--- Work order ---
Run through the records and, wherever a line holds the word "Waldorf", return that line.

Stored data entries
__________________________________________________

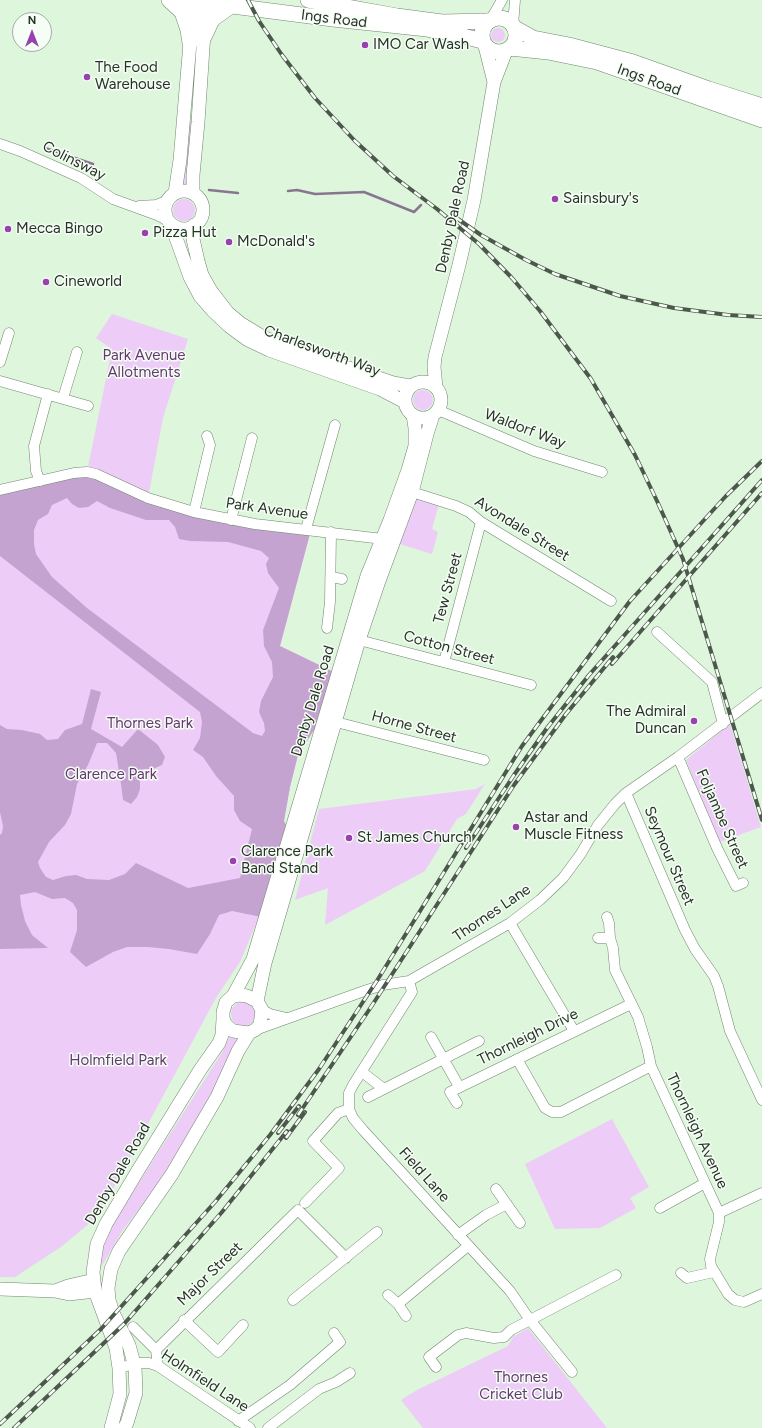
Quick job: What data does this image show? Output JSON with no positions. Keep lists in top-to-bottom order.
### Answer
{
  "streets": {
    "highway": ["Ings Road"],
    "main road": ["Denby Dale Road", "Charlesworth Way"],
    "street": [
      "Colinsway",
      "Waldorf Way",
      "Park Avenue",
      "Avondale Street",
      "Tew Street",
      "Cotton Street",
      "Horne Street",
      "Foljambe Street",
      "Seymour Street",
      "Thornes Lane",
      "Thornleigh Drive",
      "Thornleigh Avenue",
      "Field Lane",
      "Major Street",
      "Holmfield Lane"
    ]
  },
  "crossings": [
    ["Ings Road", "Denby Dale Road"],
    ["Colinsway", "Charlesworth Way"],
    ["Denby Dale Road", "Charlesworth Way"],
    ["Denby Dale Road", "Waldorf Way"],
    ["Denby Dale Road", "Park Avenue"],
    ["Denby Dale Road", "Avondale Street"],
    ["Denby Dale Road", "Cotton Street"],
    ["Denby Dale Road", "Horne Street"],
    ["Denby Dale Road", "Thornes Lane"],
    ["Denby Dale Road", "Holmfield Lane"],
    ["Charlesworth Way", "Waldorf Way"],
    ["Avondale Street", "Tew Street"],
    ["Tew Street", "Cotton Street"],
    ["Foljambe Street", "Thornes Lane"],
    ["Seymour Street", "Thornes Lane"],
    ["Thornleigh Drive", "Thornleigh Avenue"],
    ["Field Lane", "Major Street"],
    ["Major Street", "Holmfield Lane"]
  ],
  "parks": [
    "Park Avenue Allotments",
    "Thornes Park",
    "Clarence Park",
    "Holmfield Park",
    "Thornes Cricket Club"
  ],
  "places": [
    "IMO Car Wash",
    "The Food Warehouse",
    "Sainsbury's",
    "Mecca Bingo",
    "Pizza Hut",
    "McDonald's",
    "Cineworld",
    "The Admiral Duncan",
    "Astar and Muscle Fitness",
    "St James Church",
    "Clarence Park Band Stand"
  ],
  "north": "top"
}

__________________________________________________

--- Solved problem ---
      "Waldorf Way",
    ["Denby Dale Road", "Waldorf Way"],
    ["Charlesworth Way", "Waldorf Way"],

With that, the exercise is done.